Ben Witter, a Hamburg journalist, gave the following eyewitness account of the raid:
“…I saw people running away, they were burning like torches, and our car was jolting over dead people. Because of the heat the bodies had shrunk and we thought they were children, but they were adults. This attack was concentrated on an area where many working men lived but which also contained a lot of factories. The whole area was crossed by canals and most of the people tried to leap down into them but the water was on fire.”
Within an hour, the districts of Rothenburgsort, Hammerbrook, Borgfelde, and South Hamm were completely devastated. Tens of thousands of civilians died in the inferno. All surviving non-essential civilians were told to leave the city and 900,000 people fled from the city centre.

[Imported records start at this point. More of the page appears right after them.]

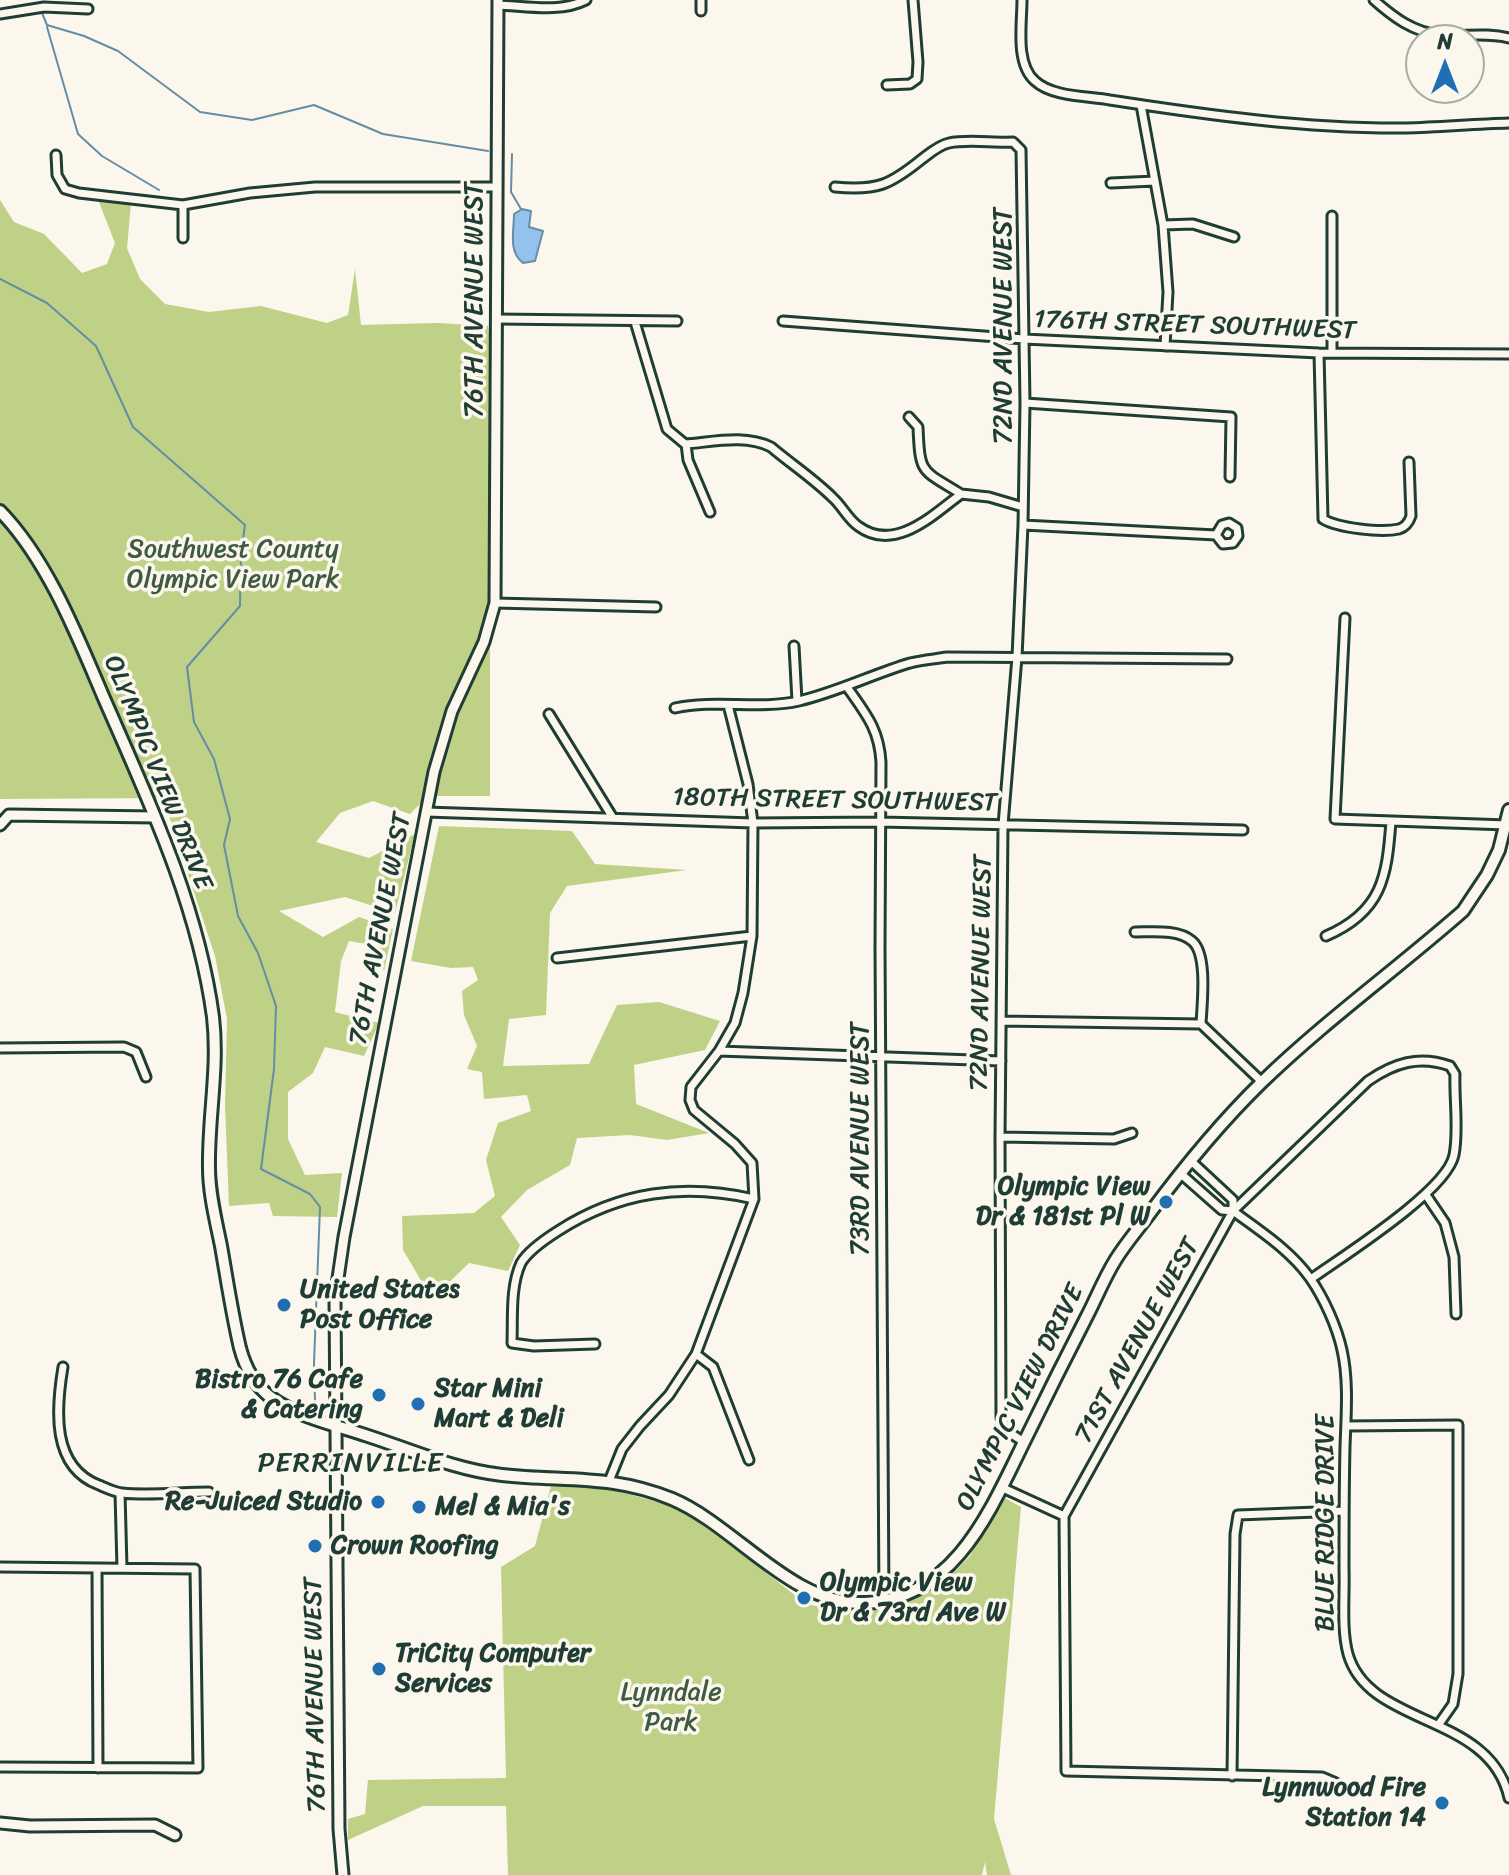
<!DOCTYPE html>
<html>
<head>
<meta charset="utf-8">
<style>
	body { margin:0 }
	#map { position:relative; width:1509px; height:1875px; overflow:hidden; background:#fbf7ec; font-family:Sriracha,sans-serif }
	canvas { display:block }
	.north { position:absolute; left:1405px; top:24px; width:80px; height:80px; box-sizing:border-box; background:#fbf7ec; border:2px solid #a3ada2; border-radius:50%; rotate:0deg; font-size:22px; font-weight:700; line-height:32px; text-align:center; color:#1f3d34 }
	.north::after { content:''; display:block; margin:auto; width:28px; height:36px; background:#1f6fb2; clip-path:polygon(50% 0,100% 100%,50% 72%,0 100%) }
</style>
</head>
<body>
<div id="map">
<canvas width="1509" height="1875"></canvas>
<div class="north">N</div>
</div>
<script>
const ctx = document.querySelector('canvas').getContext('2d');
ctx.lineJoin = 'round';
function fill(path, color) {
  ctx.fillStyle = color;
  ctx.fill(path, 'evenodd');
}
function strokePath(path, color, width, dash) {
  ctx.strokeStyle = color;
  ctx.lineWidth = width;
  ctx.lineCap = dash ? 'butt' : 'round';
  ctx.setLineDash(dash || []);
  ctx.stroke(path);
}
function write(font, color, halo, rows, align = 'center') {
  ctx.font = font + ' Sriracha,sans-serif';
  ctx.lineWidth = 7;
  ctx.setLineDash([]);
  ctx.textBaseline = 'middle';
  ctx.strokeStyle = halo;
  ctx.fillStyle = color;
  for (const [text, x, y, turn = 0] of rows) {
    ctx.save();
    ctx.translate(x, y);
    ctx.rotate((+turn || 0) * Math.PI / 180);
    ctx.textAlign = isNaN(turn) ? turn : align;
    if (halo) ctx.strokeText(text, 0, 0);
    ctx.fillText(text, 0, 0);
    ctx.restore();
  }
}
const green = new Path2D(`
	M0 200 14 222 44 234 82 273 107 264 115 243 99 202 131 203 127 248 140 279 165 304 209 312 261 306 327 323 348 315 355 269 361 325 438 323 488 326 490 337V796H428L410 814 373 801 340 813 316 842 369 858 415 834 395 913 345 897 279 911 323 937 359 917 393 929 384 971 372 945 349 941 341 961 335 1012 379 1023 364 1056 325 1047 313 1073 288 1092V1139L305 1175 342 1173 337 1217 273 1216 269 1203 229 1206 225 1106 227 1019 215 956 163 798 0 799Z
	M439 826 572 831 595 864 687 870 567 886 550 913 546 1015 509 1019 503 1066 589 1064 617 1005 659 1002 720 1021 705 1050 634 1065 636 1104 709 1133 667 1140 630 1135 577 1138 570 1165 527 1190 501 1217 520 1245 508 1271 469 1263 432 1299 403 1250 402 1216 474 1213 495 1196 486 1160 498 1123 531 1111 527 1095 484 1099 482 1072 467 1069 477 1046 464 1015 462 991 478 980 473 967 451 968 411 961Z
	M551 1486H598L662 1503 688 1515 730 1544 806 1604 842 1611 900 1607 950 1576 969 1557 1005 1498 1021 1507 994 1819 1011 1875H987L985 1862 982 1875H508L506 1806H423L348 1840V1819L365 1814 368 1780 506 1778 501 1567 535 1546Z`);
const water = new Path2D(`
	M522 209 531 211 529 227 543 231 535 261 523 263C508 252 514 231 514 214Z`);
const stream = new Path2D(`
	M42 13 47 25 84 36 118 51 200 112 252 120 314 105 383 134 488 151
	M47 27 78 134 102 156 159 190
	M512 154 511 192 521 209
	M0 279 47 303 96 346 133 427 245 525 241 553 240 606 187 667 194 722 214 759 230 819 224 845 238 916 258 953 276 1006 274 1069 261 1169 310 1194 320 1207 314 1363 315 1401`);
const minor = new Path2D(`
	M1022 0C1022 24 1015 64 1035 81 1052 97 1088 96 1110 100 1207 115 1308 129 1406 128 1440 127 1475 124 1509 123
	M1374 0C1393 17 1413 32 1440 35 1463 37 1486 32 1509 38
	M498 5C526 6 561 13 586 0
	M701 11V0
	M0 14 44 7 88 9
	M887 85 910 84 917 79 918 62 913 0
	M1141 105 1163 225 1168 292 1165 346
	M56 155 57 175 65 189 79 193 183 205 250 193 315 187H497
	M1111 183 1155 181
	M835 187C877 191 890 185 922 159 930 153 939 145 949 143 966 139 994 143 1013 142L1021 150 1025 403 1023 525 1017 657 1003 825 1000 1137 1001 1418 1010 1433 1024 1442
	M1163 225 1193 224 1234 237
	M183 238V205
	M496 319 677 321
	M783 321 1024 339 1319 353 1509 354
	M635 322 667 429 685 444C713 442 745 434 771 447 791 464 814 479 833 498 842 506 848 519 858 526 894 553 932 516 961 494L989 497 1023 507
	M1319 353 1323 519C1338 528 1381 533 1399 529 1406 527 1409 522 1411 516L1409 462
	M1332 353V216
	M1025 403 1231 417 1230 477
	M909 417 918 427C920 475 921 469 961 494
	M686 444 688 460 710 512
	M1023 525 1216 535 1223 544 1233 543 1238 536 1237 528 1229 523 1222 525 1216 535
	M495 603 656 607
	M1345 618 1335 819 1507 825
	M794 646 797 701
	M847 687C866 714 879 729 881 762L880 948 884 1600
	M675 708C716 699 758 710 799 701 837 692 873 674 910 663 922 660 935 659 947 657L1227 659
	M549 714 613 818
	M426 812 753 823 880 822 1243 830
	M1135 932C1153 932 1178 929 1192 941 1208 954 1202 1004 1201 1024L1262 1082
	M1326 936C1382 912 1387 877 1391 821
	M557 958 752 936
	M1001 1021 1201 1024
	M0 1048 124 1047 136 1052 146 1077
	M719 1051 1001 1061
	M1000 1137 1114 1139 1132 1133
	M1190 1160 1233 1200V1211
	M1180 1173 1222 1210 1233 1211C1260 1231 1290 1250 1310 1278 1324 1298 1337 1327 1342 1350 1349 1381 1346 1416 1345 1447 1344 1488 1344 1528 1344 1569 1345 1596 1341 1628 1348 1654 1369 1728 1490 1712 1509 1798
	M1426 1195 1445 1223 1454 1257 1456 1314
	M1311 1279C1343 1256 1447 1191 1454 1155 1459 1130 1454 1100 1455 1074L1450 1066C1419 1055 1394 1063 1368 1081L1233 1211 1064 1516 1066 1771 1322 1777 1336 1783
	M595 1344 534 1346 512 1343C513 1318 510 1287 521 1263 528 1251 547 1238 558 1231 620 1191 684 1183 754 1199
	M696 1354 713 1367 749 1460
	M63 1367C56 1409 51 1467 99 1485 106 1488 114 1492 122 1493 151 1496 181 1492 209 1492
	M1346 1426 1458 1425V1674L1453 1704 1439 1724
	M609 1481 622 1449 640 1426 669 1395 696 1354 754 1199 752 1163 735 1144 694 1110 690 1100 691 1087 719 1051 735 1023 743 993 752 936 753 823 748 784 728 705
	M1003 1488 1064 1516
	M120 1493 122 1568
	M0 1567 195 1569 198 1768 0 1767
	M97 1568 98 1768
	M1232 1776 1235 1534 1238 1515 1343 1511`);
const tertiary = new Path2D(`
	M0 825 9 815 155 817
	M0 1823 30 1826 155 1825 175 1835
	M343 1875 339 1829 335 1299 344 1237 434 772 452 711 484 642 495 603 498 0`);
const secondary = new Path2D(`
	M0 511C47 559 77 635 103 696 148 799 198 904 213 1017 219 1068 208 1117 209 1168 209 1194 216 1221 221 1246 227 1280 232 1314 240 1348 245 1367 253 1383 269 1396 296 1417 336 1425 368 1436 411 1450 456 1470 502 1475 565 1482 611 1474 672 1499 736 1526 792 1606 865 1603 957 1599 992 1506 1027 1436 1046 1397 1066 1357 1086 1318 1096 1299 1104 1278 1116 1259 1126 1243 1139 1228 1150 1213 1184 1167 1221 1122 1262 1082 1325 1021 1397 969 1463 911L1487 875 1499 850 1509 810`);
const markers = [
	[1166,1202,8,"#1f6fb2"],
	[284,1305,8,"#1f6fb2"],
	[379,1395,8,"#1f6fb2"],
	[418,1404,8,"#1f6fb2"],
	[378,1502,8,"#1f6fb2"],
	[419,1507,8,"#1f6fb2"],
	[315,1546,8,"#1f6fb2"],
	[804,1598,8,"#1f6fb2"],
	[379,1669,8,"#1f6fb2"],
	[1442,1803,8,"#1f6fb2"]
];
const streetNames = [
	["76TH AVENUE WEST",475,300,-90],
	["72ND AVENUE WEST",1004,326,-90],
	["176TH STREET SOUTHWEST",1195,326,2],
	["OLYMPIC VIEW DRIVE",157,773,68],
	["180TH STREET SOUTHWEST",835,801,1],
	["76TH AVENUE WEST",381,929,-79],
	["72ND AVENUE WEST",982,973,-89],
	["73RD AVENUE WEST",861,1139,-90],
	["71ST AVENUE WEST",1138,1341,-61],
	["OLYMPIC VIEW DRIVE",1021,1398,-63],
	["BLUE RIDGE DRIVE",1326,1523,-90],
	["76TH AVENUE WEST",316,1695,-91]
];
const parkNames = [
	["Southwest County",233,550],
	["Olympic View Park",233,580],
	["Lynndale",671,1693],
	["Park",671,1723]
];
const poiNames = [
	["Olympic View",1150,1187,"right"],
	["Dr & 181st Pl W",1150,1217,"right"],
	["United States",300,1290],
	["Post Office",300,1320],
	["Bistro 76 Cafe",363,1380,"right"],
	["& Catering",363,1410,"right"],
	["Star Mini",434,1389],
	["Mart & Deli",434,1419],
	["Re-Juiced Studio",362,1502,"right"],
	["Mel & Mia's",435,1507],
	["Crown Roofing",331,1546],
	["Olympic View",820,1583],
	["Dr & 73rd Ave W",820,1613],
	["TriCity Computer",395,1654],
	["Services",395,1684],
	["Lynnwood Fire",1426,1788,"right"],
	["Station 14",1426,1818,"right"]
];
const neighbourhoodNames = [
	["PERRINVILLE",351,1464]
];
fill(green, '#bfd186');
fill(water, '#94c2ef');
strokePath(water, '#658da4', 2);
strokePath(stream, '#658da4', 2);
strokePath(minor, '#1f3d34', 13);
strokePath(tertiary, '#1f3d34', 15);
strokePath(secondary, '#1f3d34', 16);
strokePath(minor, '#fbf7ec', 7);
strokePath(tertiary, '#fbf7ec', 9);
strokePath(secondary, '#fbf7ec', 10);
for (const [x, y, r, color] of markers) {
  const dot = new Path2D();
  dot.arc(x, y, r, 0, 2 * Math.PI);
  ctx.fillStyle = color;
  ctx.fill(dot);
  strokePath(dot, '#fbf7ec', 3);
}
write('26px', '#1f3d34', '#fbf7ec', streetNames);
write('26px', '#3f5b44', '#fbf7ec', parkNames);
write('bold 26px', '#1f3d34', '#fbf7ec', poiNames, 'left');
ctx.letterSpacing = '2px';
write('28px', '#1f3d34', '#fbf7ec', neighbourhoodNames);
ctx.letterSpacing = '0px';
</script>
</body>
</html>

The following night of the 28th-29th 777 Lancasters, Halifaxes, Stirlings and Wellingtons were dispatched to bomb Hamburg once again. There was a growing rate of aborted sorties and loss of aircraft, despite the successful use of window to hamper German radar. This night, 78 crews would abort, and the Luftwaffe “Wild Boar” fighters would take out 18 of the 28 bombers destroyed that night. The raid, once again, was a devastating blow to the city, but with a much lower loss of life due to the mass evacuation the day before. There was another raid on the night of August 2nd-3rd under more adverse weather conditions. In total, Operation Gomorrah had dispatched 3,095 sorties (a little under half being Lancasters) dropping almost 8,600 tons of bombs, nearly half of them incendiaries. 87 RAF and 21 USAAF bombers were lost during the operation. 800 German military personnel were killed in the attacks and around 46,000 civilians died. Half of Hamburg city was destroyed, 580 factories were wiped out. However, the U-boat yards did not receive significant damage and the Klockner aero-engine plant was never hit.

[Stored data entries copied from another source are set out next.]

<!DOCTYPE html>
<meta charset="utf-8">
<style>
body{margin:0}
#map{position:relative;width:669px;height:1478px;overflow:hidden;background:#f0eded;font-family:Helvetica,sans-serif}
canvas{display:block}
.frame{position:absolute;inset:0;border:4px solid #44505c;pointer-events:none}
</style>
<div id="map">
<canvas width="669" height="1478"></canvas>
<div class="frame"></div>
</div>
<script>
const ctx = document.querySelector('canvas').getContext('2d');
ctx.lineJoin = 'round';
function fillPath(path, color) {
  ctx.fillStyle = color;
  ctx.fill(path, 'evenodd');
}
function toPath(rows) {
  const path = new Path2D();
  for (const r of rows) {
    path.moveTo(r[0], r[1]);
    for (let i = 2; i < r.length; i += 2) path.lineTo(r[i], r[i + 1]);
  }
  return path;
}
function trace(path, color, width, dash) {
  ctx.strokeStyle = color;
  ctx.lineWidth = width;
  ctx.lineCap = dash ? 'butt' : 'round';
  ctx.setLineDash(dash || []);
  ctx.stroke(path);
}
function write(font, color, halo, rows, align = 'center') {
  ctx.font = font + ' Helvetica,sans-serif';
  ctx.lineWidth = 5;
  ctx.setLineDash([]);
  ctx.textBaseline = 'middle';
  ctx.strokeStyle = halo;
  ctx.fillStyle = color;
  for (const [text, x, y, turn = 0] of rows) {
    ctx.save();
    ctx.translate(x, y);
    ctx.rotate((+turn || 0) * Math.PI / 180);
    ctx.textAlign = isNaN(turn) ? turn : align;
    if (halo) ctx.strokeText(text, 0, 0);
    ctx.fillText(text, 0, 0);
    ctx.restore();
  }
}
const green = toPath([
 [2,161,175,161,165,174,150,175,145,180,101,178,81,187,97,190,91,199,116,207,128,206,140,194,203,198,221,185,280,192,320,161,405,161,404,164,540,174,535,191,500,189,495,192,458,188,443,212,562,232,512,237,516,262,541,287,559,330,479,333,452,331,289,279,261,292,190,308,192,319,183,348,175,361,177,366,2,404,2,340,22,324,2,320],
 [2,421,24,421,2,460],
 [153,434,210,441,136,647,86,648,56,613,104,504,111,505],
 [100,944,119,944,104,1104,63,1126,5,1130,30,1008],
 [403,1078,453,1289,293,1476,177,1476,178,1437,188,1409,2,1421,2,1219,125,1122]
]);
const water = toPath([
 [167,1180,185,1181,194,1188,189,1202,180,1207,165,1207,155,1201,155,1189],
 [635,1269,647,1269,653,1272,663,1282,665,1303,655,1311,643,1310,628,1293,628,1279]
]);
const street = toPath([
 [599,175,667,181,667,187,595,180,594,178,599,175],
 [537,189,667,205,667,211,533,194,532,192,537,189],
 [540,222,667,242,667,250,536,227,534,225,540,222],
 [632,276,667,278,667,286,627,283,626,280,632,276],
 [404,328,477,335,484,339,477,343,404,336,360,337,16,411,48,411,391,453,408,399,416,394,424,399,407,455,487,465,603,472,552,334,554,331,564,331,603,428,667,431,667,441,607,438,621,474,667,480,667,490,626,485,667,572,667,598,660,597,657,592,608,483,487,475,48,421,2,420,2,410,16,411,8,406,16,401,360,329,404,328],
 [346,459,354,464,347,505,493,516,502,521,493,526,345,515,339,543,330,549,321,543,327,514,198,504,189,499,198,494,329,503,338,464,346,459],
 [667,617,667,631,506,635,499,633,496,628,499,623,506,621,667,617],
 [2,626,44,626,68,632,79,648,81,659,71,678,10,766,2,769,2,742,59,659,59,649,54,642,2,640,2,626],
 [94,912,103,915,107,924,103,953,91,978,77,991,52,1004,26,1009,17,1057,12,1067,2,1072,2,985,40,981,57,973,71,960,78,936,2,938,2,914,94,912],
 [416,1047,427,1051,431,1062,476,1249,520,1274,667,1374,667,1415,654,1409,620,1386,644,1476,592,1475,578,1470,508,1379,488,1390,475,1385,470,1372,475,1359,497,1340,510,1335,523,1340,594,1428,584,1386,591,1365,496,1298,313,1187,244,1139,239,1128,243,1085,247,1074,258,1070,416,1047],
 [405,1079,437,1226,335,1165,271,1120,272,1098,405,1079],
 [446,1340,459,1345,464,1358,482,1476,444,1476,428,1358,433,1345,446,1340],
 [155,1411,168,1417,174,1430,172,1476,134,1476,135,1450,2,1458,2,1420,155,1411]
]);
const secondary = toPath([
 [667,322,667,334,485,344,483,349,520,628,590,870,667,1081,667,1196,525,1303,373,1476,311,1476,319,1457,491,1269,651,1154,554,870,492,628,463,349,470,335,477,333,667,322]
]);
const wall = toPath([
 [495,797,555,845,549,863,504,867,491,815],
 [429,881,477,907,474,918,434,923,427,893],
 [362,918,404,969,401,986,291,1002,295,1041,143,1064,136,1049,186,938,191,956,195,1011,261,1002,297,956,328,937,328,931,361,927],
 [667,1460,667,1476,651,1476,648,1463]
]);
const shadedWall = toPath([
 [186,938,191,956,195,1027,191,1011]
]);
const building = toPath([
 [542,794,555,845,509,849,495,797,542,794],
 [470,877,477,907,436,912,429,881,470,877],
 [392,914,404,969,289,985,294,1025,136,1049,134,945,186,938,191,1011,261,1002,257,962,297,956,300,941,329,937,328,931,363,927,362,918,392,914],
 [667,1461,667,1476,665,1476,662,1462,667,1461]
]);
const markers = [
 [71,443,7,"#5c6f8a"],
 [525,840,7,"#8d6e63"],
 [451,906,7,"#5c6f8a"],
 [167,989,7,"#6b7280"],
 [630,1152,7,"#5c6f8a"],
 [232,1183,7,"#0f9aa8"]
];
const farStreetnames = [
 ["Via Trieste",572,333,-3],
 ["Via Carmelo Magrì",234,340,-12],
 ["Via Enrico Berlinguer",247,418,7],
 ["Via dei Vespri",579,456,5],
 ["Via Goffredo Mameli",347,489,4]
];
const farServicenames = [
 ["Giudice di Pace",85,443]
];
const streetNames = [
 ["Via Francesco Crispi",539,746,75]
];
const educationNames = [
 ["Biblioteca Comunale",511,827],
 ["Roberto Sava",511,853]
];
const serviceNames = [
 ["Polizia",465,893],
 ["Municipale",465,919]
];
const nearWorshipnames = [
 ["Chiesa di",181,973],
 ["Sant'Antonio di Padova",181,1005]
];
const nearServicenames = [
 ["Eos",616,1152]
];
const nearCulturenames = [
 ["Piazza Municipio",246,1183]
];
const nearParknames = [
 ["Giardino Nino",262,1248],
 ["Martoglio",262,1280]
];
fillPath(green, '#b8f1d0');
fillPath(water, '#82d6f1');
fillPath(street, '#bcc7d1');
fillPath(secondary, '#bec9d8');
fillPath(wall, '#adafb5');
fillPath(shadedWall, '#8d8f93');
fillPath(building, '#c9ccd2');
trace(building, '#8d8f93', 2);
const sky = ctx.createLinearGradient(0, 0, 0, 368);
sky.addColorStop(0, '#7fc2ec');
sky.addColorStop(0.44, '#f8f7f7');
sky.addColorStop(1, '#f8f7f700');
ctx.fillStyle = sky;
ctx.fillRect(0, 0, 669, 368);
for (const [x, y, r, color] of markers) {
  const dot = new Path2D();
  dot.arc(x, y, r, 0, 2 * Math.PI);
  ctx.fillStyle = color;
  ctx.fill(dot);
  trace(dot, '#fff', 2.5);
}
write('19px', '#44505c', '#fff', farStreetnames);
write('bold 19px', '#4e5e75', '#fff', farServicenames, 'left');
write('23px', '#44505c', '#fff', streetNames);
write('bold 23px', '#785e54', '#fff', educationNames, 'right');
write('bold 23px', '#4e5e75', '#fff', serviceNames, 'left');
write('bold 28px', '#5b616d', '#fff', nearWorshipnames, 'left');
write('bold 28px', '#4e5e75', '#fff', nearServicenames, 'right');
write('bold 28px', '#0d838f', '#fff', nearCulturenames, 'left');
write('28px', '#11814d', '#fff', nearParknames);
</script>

The ”Wild Boar” strategy proved successful in contrast to previous and rather restrictive systems for Luftwaffe fighters. Giving fighters free range to engage bombers with a lot more autonomy from ground directives and in conjunction with pre-arranged anti-aircraft altitude limits, gave pilots the freedom they needed to engage the enemy effectively. Bomber Command’s Berlin raids at the end of August, 1943, would see a dramatic increase in losses, primarily due to the Luftwaffe’s new freelance style Night Fighter tactics.
The Battle of Hamburg was, for the most part, designed to demoralise the enemy. It is debatable as to how effective this strategy was, and if it had any real impact on shortening the war at all. The U-boat shipyards were lightly damaged but the main hindrance in returning to full operation was the death of many workers during the firestorm on the morning of the 28th of July, 1943. The terrible loss of civilian life in Hamburg would be overshadowed by the bombing of Dresden just eighteen months later. In the meantime, the RAF and the Luftwaffe would rapidly evolve their offensive and defensive strategies in an incredible display of ingenuity, heroism, insanity, and loss of life.
Technically what they did to Hamburg was a war crime.